Inhabiting the estuary

Tollesbury Wick reserve is 600 acres of coastal marsh, sea walls and saltings, and an illustration of how coastal farming and grazing livestock can create an ideal environment for wildlife. These marshes were reclaimed from the sea in the 1700s, when 6 miles of sea wall were completed, leaving a snaking borrow dyke inside the wall.

Access to this Essex Wildlife Trust site is normally only around the wall because of shy grazing animals and ground-nesting birds, but today I was able to walk across the open blustery fields – past wide blue fleets fringed with reeds and echoing with the contented kronks of Brent geese, over the mid-reserve protective counterwall, to the distant rough grazing, facing West Mersea.

Flocks of waders swooped, swirled and twisted. Seen against the blue, they turned and for a second were absorbed. In a blink, the sky rippled and they were dark again, flying as one. There’s a little bit of Scotland on these Essex marshes: 600 Shetland and Ronaldsay sheep, and 60 Shetland cattle. All three are endangered breeds and ideally suited to a rough life.

Bloody battles and beach huts

Less wild is Maldon, standing at the top of the incomparable Blackwater Estuary and its sinuous land of meandering creeks, twisting rivers, curving borrow dykes and saltings. Just outside the town is the site of gory history where, in AD991, Danish ships led by a certain Olaf battled their way up from Kent and fought the Saxons, under Byrhtnoth, at Maldon. The Saxons foolishly allowed the invaders to form up on Northey Island, then march across the narrow wetroad before engaging them in battle. Byrhtnoth was killed and the Saxons routed.

At Hythe Quay, wooden Thames barges with brick-red sails still sit in readiness for travel, the busy boatyards usually resounding to hammers and drills. It’s a town that has survived development – full of tiny independent shops. Maldon is also famed for its salt-making, a process originally promoted by the Romans. There were once 45 salt pans around the town and red hills punctuate the length of this estuary – mounds made up of the briquetage of broken ceramic and terracotta pots used in salt making, some dating back long before the Romans.
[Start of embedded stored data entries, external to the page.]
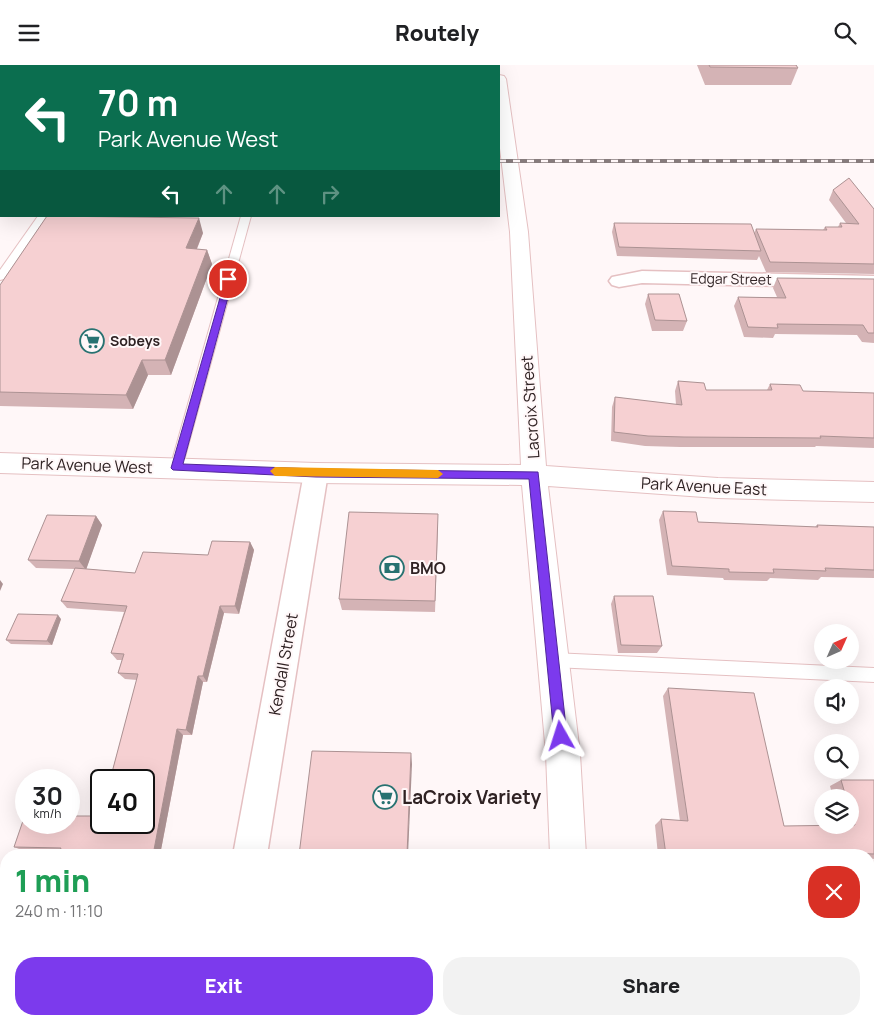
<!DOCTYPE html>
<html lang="en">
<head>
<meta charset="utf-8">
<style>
  body { margin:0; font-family:Manrope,sans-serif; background:#f2f2f2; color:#202124; height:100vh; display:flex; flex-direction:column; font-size:19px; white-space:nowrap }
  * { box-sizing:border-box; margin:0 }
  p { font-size:16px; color:#757577 }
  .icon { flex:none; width:28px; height:28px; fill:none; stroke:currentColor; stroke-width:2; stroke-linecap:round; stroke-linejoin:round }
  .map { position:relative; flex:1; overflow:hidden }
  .sheet { position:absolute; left:0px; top:784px; width:875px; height:176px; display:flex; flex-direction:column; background:#fff; border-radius:20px 20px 0 0; box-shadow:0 5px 20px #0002 }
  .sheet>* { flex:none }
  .banner { position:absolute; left:0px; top:0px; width:500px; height:152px; box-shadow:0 5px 20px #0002; background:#0b6e4f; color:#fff; overflow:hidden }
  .needle { width:32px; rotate:45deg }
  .fabs { position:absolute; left:814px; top:559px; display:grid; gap:10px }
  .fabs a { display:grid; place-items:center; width:45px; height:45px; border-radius:50%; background:#fff; box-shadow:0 5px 20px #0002; font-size:25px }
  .speed { position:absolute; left:15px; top:704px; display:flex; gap:10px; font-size:25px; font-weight:700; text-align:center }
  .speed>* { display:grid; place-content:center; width:65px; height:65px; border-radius:50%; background:#fff; box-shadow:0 5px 20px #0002; line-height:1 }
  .speed small { font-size:12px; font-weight:400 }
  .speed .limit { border:2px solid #111; border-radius:8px; background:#fff; color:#111 }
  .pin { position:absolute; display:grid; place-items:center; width:42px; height:42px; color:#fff; margin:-21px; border:2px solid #fff; border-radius:50%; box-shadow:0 1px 5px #0007 }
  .me { position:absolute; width:55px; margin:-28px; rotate:354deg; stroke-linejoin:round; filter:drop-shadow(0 0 4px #0008) }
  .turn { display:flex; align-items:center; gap:18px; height:105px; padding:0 15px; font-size:22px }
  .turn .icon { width:65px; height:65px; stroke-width:2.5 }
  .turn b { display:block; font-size:35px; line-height:42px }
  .lanes { display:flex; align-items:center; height:48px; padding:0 15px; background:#0003; justify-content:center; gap:25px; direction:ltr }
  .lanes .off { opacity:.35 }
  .round { display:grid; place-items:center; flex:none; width:52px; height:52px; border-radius:20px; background:#f2f2f2 }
  .summary { display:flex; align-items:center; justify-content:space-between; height:85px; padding:0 15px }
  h1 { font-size:30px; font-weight:800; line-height:38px; color:#1e9e55 }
  .action { display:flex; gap:10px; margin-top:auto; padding:10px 15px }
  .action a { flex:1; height:58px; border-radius:20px; background:#7c3aed; color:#fff; font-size:20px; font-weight:800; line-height:58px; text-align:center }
  .action a+a { background:#f2f2f2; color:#202124 }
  header { display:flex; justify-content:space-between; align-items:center; height:65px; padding:0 15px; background:#fff; font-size:22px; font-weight:800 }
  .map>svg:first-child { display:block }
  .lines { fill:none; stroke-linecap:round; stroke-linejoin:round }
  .lane-casing { stroke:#e5c0c2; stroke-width:2 }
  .street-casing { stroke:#e5c0c2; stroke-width:3 }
  .secondary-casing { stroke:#e5c0c2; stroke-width:2 }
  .lane { fill:#fff; fill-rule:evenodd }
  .street { fill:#fff; fill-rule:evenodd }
  .secondary { fill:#fff; fill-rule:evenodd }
  .rail-casing { stroke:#867b7c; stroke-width:4 }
  .rail { stroke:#fff7f8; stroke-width:2.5; stroke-dasharray:7; stroke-linecap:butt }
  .wall { fill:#d4b3b5 }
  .shaded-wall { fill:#ac9293 }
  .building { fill:#f6d0d2; stroke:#ac9293 }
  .route { fill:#7c3aed; stroke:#51269a }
  .slow { fill:#f59e0b }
  .labels { text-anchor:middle; stroke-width:4; stroke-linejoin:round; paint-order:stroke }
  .far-street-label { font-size:14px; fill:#2f2223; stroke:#fff7f8 }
  .far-poi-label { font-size:14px; font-weight:bold; fill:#2f2223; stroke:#fff7f8; text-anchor:start }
  .street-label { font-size:16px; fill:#2f2223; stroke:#fff7f8 }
  .poi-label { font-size:16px; font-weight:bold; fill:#2f2223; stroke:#fff7f8; text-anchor:start }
  .near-poi-label { font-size:19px; font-weight:bold; fill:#2f2223; stroke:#fff7f8; text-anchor:start }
</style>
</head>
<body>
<header><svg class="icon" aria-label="menu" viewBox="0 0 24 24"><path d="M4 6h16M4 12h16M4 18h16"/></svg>Routely<svg class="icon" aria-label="search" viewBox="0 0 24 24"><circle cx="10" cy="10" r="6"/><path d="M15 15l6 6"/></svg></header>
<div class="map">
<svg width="874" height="959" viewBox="0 0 874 959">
  <rect width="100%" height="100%" fill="#fff7f8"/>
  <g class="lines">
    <g class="lane-casing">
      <g id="lane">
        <path d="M38 151H47L4 214 0 215V205Z"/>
        <path d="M241 151H251L182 403 180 406H172L170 403Z"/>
        <path d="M553 588 874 603V617L553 602 548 600 545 595 548 590Z"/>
      </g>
    </g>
    <g class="street-casing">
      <g id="street">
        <path d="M642 206 874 211V223L642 218 619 222 612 220 609 216 612 212Z"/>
        <path d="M316 399 325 401 328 408 267 790H233L304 408 307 401Z"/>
        <rect x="869" y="903" width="5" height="38"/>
        <path d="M202 954H240L239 959H201Z"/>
      </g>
    </g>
    <g class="secondary-casing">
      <g id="secondary">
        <path d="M499 10 504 11 506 14 528 167 546 401 718 413 874 417V437L718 433 548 421 580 689 586 790H550L546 689 522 420 316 418 0 408V388L316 398 521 400 510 167 499 75Z"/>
        <path d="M557 954H597L598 959H558Z"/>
      </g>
    </g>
    <use href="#lane" class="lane"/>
    <use href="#street" class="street"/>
    <use href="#secondary" class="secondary"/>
    <g class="rail-casing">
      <path id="rail" d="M499 96H874"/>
    </g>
    <use href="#rail" class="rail"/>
  </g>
  <g class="wall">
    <path d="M697 0H796L798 3 791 20H705Z"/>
    <path d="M833 125 874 144V209L766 207 759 191 757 195 617 191 612 167 614 158 754 168 756 164 823 165 825 162H838L840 158H846L829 135Z"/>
    <path d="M203 168 197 184 207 185 212 199 171 310H148L133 344 0 341V220Z"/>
    <path d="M777 213 874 214V278L862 277 857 270 775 269 773 273 744 272 734 241 738 232H777L773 223Z"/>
    <path d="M648 229 687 256 683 266H652L645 239Z"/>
    <path d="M678 316 706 325H767L770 319 803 326 874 328V383L816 381 815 382H680L645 381 611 376 612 342 615 332 676 340 675 326Z"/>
    <path d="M663 446 698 457 815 462 817 460 874 462V513L821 512 818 515 770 513 767 516 724 515 723 513 667 510 659 455Z"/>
    <path d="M96 451 102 460 86 504 135 508 208 490 250 477 254 485 239 549 224 548 207 617H203L192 670H183L160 790H58L59 787 24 786 14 782 100 751 137 615 125 614 118 608 122 595H117L111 588 124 547 67 543 61 536 75 504 36 503 28 495Z"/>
    <path d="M438 462 435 547 342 545 339 534Z"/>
    <path d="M614 531 662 581 657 588H618L611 539Z"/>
    <path d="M61 554 52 580 11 579 6 575Z"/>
    <path d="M668 623 784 761 850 760V732H833L830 721 841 715H874V794L869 793V790H658L655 760 661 754 680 756 663 631Z"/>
  </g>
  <g class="shaded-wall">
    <path d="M199 153 203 168 191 198 186 183Z"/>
    <path d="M207 185 212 199 171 310 165 295Z"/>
    <path d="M142 295 148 310 133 344 126 330Z"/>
    <path d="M96 451 102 460 86 505 79 496Z"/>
    <path d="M250 477 254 485 239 549 235 541Z"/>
    <path d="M0 515 3 519 0 526Z"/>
    <path d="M220 541 224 548 207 617 203 611Z"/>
    <path d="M58 550 61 554 52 580 47 576Z"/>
    <path d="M198 611 203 617 192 670 186 665Z"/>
    <path d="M177 664 183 670 160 790H153Z"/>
    <path d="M411 688 412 699 408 790H407Z"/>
    <path d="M113 954H126L124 959H112Z"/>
  </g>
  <g class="building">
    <rect x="157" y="0" width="207" height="1"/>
    <path d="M709 0H796L798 3 710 2Z"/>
    <path d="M849 113 874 144V199L770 197 756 164 827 165 825 162H842L840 158 859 159 833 125Z"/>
    <path d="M47 151 199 153 186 183 207 185 165 295H142L126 330 0 327V220Z"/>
    <path d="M614 158 751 159 761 186 619 182Z"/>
    <path d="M777 213 874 214V268H868L863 260 777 259 778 263 748 262 738 232 786 233Z"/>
    <path d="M648 229H679L687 256 655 255Z"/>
    <path d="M678 316 704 318 706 325H772L770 319 800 320 803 326 874 328V373L820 371 821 373 684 372 648 371 614 367 615 332 682 340Z"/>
    <path d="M663 446 696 447 698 457 818 462 817 460 874 462V505L825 503 826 506 773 504 774 508 729 507V504L672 501Z"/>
    <path d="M349 447 438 449 435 536 339 534Z"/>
    <path d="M47 450 96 451 79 496 28 495Z"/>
    <path d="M212 476 250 477 235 541H220L203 611H198L186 665 177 664 153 790H58L61 783 14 782 25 750H26V758H69V751H100L101 748V758H144V715H110L138 609 118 608 124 589 111 588 127 541 61 536 75 503 135 508 143 487 208 490Z"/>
    <path d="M614 531H653L662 581 621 580Z"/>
    <path d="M18 549 58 550 47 576 6 575Z"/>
    <path d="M668 623 754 628 784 761 855 760 850 744V732H846L841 715H874V789L820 787 821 790H666L661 754 688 756Z"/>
    <path d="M312 686 411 688 407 790H299Z"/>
    <path d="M0 885 6 886V954H113L112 959H0Z"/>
  </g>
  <path class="route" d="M226 212 233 214 183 399 316 404 538 407 567 671 565 675 561 677 556 675 554 671 529 414 316 412 173 405 171 403Z"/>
  <path class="slow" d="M275 402 438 405 443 409 438 413 275 411 270 406Z"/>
  <defs>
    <g id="supermarket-ring" transform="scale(1.25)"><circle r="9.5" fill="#fff7f8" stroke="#287271" stroke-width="1.5"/><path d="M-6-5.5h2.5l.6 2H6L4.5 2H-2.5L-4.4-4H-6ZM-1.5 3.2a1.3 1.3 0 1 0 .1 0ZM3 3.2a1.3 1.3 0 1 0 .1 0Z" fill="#287271"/></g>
    <g id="bank-ring" transform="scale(1.25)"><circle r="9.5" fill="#fff7f8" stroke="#287271" stroke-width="1.5"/><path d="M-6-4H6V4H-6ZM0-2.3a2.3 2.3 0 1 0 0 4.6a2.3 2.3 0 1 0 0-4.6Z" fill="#287271"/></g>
  </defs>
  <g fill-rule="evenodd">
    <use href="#supermarket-ring" x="92" y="276"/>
    <use href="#bank-ring" x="392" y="503"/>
    <use href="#supermarket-ring" x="385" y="732"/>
  </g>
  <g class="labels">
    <g class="far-street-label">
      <text transform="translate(731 214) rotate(1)" y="5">Edgar Street</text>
    </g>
    <g class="far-poi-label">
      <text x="110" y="281">Sobeys</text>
    </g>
    <g class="street-label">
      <text transform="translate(530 342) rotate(-94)" y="6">Lacroix Street</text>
      <text transform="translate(87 400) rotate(2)" y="6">Park Avenue West</text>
      <text transform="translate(704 421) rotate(3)" y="6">Park Avenue East</text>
      <text transform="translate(283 599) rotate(-80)" y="6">Kendall Street</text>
    </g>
    <g class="poi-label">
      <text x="410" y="509">BMO</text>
    </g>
    <g class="near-poi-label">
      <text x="402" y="739">LaCroix Variety</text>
    </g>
  </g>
</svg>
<div class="fabs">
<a><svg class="needle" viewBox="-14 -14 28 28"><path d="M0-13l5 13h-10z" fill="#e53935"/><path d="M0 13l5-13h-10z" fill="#757577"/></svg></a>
<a><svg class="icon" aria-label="sound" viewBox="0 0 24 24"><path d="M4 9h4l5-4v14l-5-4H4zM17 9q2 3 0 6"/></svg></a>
<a><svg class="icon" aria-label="search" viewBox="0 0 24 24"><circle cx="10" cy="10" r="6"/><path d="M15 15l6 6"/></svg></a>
<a><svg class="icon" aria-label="layers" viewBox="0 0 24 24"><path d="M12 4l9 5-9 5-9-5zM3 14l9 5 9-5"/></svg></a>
</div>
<div class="speed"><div>30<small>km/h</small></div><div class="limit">40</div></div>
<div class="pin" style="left:228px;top:214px;background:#d93025"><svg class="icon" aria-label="arrive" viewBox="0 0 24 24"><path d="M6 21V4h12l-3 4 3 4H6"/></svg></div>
<svg class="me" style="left:561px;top:671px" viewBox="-20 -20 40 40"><path d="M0-17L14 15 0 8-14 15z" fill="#7c3aed" stroke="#fff" stroke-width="4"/></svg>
<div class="banner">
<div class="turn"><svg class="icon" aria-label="left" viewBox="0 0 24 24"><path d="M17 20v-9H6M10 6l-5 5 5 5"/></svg><div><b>70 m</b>Park Avenue West</div></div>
<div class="lanes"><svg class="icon" aria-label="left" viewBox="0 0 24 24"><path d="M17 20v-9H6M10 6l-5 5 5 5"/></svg><svg class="icon off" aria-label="ahead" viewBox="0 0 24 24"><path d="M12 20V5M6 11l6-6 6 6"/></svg><svg class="icon off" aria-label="ahead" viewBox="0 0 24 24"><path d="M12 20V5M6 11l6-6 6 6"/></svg><svg class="icon off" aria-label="right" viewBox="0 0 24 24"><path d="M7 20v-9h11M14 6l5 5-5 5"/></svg></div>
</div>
<section class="sheet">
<div class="summary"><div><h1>1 min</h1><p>240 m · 11:10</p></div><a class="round" style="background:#d93025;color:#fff"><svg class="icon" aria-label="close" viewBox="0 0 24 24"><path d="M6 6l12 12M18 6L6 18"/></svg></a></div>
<div class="action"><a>Exit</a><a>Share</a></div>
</section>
</div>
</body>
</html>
Further north is Jaywick, near Clacton, bought in 1928 by Frank Steadman who dreamt of a new model village by the golden sands. By 1931, 2,000 chalets had been built behind the sea wall, supposedly only for summer daytime occupation, although many people then began to live in them year-round. This led to a long-running dispute with local planners, who did not permit Jaywick to have running water or sewerage until the 1980s.
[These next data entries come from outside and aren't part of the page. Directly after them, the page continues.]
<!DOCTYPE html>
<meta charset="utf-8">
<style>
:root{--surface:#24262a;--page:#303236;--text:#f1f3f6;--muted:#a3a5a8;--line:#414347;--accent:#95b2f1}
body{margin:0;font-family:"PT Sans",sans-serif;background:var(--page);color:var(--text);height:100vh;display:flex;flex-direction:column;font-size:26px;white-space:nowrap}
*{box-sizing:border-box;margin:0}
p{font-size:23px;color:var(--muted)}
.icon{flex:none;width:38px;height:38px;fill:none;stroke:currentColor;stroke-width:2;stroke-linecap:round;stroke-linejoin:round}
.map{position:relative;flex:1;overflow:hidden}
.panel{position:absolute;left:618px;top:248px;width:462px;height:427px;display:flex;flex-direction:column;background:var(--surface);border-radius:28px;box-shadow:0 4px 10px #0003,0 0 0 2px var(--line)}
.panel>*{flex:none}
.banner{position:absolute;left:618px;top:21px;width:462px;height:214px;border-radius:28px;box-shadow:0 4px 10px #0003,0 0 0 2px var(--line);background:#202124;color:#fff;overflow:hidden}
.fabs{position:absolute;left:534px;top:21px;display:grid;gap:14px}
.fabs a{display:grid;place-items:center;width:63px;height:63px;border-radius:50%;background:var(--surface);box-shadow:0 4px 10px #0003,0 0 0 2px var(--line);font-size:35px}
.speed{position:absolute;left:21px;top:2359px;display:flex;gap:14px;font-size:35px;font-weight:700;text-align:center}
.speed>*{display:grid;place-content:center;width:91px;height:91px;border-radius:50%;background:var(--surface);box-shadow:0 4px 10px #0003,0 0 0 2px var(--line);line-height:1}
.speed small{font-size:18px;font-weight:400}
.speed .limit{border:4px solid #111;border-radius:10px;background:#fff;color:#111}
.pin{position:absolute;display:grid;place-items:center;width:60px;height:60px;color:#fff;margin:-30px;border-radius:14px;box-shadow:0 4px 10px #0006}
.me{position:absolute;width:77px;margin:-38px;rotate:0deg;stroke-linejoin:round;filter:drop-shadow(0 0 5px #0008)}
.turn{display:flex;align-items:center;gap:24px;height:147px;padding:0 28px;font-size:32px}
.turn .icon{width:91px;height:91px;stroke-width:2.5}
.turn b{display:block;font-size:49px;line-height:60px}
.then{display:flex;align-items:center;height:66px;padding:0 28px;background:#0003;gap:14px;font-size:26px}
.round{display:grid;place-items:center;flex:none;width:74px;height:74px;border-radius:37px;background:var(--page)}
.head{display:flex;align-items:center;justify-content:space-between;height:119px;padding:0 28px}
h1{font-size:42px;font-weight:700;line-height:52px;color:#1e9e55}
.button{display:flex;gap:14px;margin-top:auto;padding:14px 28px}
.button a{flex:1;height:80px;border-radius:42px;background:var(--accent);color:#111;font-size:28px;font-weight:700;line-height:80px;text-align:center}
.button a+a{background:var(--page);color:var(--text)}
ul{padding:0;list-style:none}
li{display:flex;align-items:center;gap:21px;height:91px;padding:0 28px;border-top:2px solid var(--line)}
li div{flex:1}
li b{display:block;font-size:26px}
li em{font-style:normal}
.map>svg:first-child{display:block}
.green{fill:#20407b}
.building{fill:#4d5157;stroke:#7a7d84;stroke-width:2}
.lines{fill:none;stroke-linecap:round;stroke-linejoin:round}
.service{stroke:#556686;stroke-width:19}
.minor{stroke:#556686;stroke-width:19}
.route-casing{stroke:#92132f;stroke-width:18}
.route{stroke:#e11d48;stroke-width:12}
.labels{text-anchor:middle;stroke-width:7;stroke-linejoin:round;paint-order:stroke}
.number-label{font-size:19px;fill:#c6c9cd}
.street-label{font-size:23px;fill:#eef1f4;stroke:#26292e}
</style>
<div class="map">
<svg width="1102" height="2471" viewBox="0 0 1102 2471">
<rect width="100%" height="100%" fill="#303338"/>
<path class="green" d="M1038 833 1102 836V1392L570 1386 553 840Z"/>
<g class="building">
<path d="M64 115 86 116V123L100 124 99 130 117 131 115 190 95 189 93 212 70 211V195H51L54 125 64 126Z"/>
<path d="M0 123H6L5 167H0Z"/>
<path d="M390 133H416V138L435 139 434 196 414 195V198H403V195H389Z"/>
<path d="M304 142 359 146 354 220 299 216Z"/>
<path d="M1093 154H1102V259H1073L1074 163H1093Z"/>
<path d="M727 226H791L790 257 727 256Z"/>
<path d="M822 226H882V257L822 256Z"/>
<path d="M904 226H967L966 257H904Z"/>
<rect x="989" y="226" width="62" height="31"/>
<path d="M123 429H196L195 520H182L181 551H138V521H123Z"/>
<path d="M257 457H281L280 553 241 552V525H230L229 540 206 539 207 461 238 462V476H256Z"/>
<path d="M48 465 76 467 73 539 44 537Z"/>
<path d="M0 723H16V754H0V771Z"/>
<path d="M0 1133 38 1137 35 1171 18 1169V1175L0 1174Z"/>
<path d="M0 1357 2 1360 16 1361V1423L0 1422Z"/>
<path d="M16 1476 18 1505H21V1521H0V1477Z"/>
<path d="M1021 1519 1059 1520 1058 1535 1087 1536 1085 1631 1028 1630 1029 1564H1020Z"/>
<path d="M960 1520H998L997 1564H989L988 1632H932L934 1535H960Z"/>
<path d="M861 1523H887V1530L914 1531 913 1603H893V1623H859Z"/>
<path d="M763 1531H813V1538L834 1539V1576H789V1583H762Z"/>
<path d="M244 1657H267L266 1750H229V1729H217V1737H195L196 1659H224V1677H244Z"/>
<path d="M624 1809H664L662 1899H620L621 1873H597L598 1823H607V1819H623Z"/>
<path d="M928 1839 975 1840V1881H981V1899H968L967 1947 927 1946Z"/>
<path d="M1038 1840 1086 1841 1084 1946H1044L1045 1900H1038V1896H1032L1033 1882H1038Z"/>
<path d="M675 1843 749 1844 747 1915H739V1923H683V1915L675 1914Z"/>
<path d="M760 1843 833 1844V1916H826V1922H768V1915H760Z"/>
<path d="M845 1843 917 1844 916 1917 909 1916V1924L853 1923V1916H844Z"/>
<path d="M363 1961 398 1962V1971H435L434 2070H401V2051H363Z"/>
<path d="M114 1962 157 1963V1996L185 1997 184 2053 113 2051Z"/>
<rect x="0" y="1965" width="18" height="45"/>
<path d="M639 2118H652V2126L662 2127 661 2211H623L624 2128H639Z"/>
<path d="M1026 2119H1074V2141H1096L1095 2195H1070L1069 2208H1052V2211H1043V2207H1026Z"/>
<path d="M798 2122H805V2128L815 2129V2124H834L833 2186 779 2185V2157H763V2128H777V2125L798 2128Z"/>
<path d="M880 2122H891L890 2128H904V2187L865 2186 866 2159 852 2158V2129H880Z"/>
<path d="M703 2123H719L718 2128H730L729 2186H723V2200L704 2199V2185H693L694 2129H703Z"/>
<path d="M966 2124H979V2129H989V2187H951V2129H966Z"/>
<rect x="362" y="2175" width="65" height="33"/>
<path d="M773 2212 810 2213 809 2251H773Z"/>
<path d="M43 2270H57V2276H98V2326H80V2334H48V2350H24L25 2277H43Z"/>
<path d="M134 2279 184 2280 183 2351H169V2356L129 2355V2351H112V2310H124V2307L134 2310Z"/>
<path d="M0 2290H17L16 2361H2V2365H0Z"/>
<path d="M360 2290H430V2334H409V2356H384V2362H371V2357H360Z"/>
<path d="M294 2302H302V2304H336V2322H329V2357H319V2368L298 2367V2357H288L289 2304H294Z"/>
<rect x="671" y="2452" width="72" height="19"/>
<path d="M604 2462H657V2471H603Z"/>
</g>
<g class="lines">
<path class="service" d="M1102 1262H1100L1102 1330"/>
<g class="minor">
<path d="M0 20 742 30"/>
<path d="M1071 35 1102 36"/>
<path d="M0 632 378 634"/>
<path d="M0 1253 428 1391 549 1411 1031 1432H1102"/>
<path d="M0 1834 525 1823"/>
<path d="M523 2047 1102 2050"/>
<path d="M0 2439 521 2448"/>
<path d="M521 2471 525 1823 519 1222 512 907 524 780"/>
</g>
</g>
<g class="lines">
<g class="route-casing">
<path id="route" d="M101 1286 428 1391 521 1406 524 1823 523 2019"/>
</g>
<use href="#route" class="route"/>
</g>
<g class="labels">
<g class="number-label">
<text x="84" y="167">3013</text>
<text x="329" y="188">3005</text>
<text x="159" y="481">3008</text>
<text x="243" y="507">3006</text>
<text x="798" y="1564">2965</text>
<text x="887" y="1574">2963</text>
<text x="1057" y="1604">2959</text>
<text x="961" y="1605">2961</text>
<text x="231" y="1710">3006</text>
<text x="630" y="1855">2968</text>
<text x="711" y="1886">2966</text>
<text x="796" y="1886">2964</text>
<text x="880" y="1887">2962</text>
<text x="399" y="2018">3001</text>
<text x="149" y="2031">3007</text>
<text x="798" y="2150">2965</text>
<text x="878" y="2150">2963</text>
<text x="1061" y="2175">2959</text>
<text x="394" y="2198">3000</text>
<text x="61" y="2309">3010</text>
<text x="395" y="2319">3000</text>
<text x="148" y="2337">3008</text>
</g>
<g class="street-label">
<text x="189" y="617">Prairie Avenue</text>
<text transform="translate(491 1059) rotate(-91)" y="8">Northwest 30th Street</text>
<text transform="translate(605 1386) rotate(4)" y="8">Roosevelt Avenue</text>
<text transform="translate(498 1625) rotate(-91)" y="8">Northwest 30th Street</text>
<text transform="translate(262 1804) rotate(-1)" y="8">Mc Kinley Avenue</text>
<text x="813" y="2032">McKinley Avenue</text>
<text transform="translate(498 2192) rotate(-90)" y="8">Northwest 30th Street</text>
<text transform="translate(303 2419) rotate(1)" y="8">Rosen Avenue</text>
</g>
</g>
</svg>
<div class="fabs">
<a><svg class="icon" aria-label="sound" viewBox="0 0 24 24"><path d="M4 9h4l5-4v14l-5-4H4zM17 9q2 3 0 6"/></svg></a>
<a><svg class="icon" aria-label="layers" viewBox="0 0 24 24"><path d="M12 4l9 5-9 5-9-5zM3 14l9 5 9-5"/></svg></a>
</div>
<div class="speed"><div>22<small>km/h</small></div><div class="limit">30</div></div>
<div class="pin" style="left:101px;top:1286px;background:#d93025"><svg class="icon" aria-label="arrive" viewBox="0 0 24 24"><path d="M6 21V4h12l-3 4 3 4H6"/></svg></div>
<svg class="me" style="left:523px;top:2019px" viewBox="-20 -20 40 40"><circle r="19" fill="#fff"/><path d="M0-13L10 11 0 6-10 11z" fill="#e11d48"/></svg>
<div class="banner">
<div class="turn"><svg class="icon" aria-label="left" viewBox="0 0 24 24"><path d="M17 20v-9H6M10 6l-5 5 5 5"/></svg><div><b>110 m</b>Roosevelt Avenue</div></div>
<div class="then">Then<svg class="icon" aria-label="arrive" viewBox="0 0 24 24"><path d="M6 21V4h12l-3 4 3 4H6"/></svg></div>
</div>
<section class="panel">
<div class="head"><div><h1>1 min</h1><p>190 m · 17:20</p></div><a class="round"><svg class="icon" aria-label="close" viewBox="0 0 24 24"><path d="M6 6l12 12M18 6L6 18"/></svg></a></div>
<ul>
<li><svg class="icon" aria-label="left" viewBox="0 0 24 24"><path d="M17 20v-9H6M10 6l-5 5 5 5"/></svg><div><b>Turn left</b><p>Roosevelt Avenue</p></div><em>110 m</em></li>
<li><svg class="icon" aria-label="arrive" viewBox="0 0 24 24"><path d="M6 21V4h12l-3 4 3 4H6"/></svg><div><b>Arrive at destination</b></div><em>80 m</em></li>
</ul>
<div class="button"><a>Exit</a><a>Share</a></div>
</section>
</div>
People who live here love the skies, beach, sense of freedom, the strength of community and neighbourliness, as well as sunny weather. But the poor infrastructure creates the mistaken impression that this is an unfriendly and forgotten place.
Yet this is a contradiction. Essex is loved by its residents for its wildness and strong community, for its landscapes and sense of layered history. Like every place, its elemental character is best discovered on foot. Walk out on the land, by the sea, in the woods, by the marshes or on the islands, and you too can discover the wildness that is always nearby.

STAY

Ye Old White Harte Hotel at Burnham-on-Crouch
The 17th-century Old White Harte has the most serene view from any bed in the eastern region. The top-floor rooms overlook the River Crouch upon which moored yachts with hulls of many colours face the tide like geese grazing on a marsh. Across the Crouch are the green walls of Wallasea Island, part of the Essex archipelago.
 

The Tower Hotel, Dovercourt and Harwich
The Italianate Tower Hotel sits on a rise above Dovercourt and Harwich, taking in spectacular views to Harwich harbour and distant Shotley peninsula, where the Rivers Stour and Orwell meet. The ferry from Harwich takes you across to Suffolk at Landguard Fort. From the hotel, you can visit Dovercourt’s two famous lights and the 1930s seafront.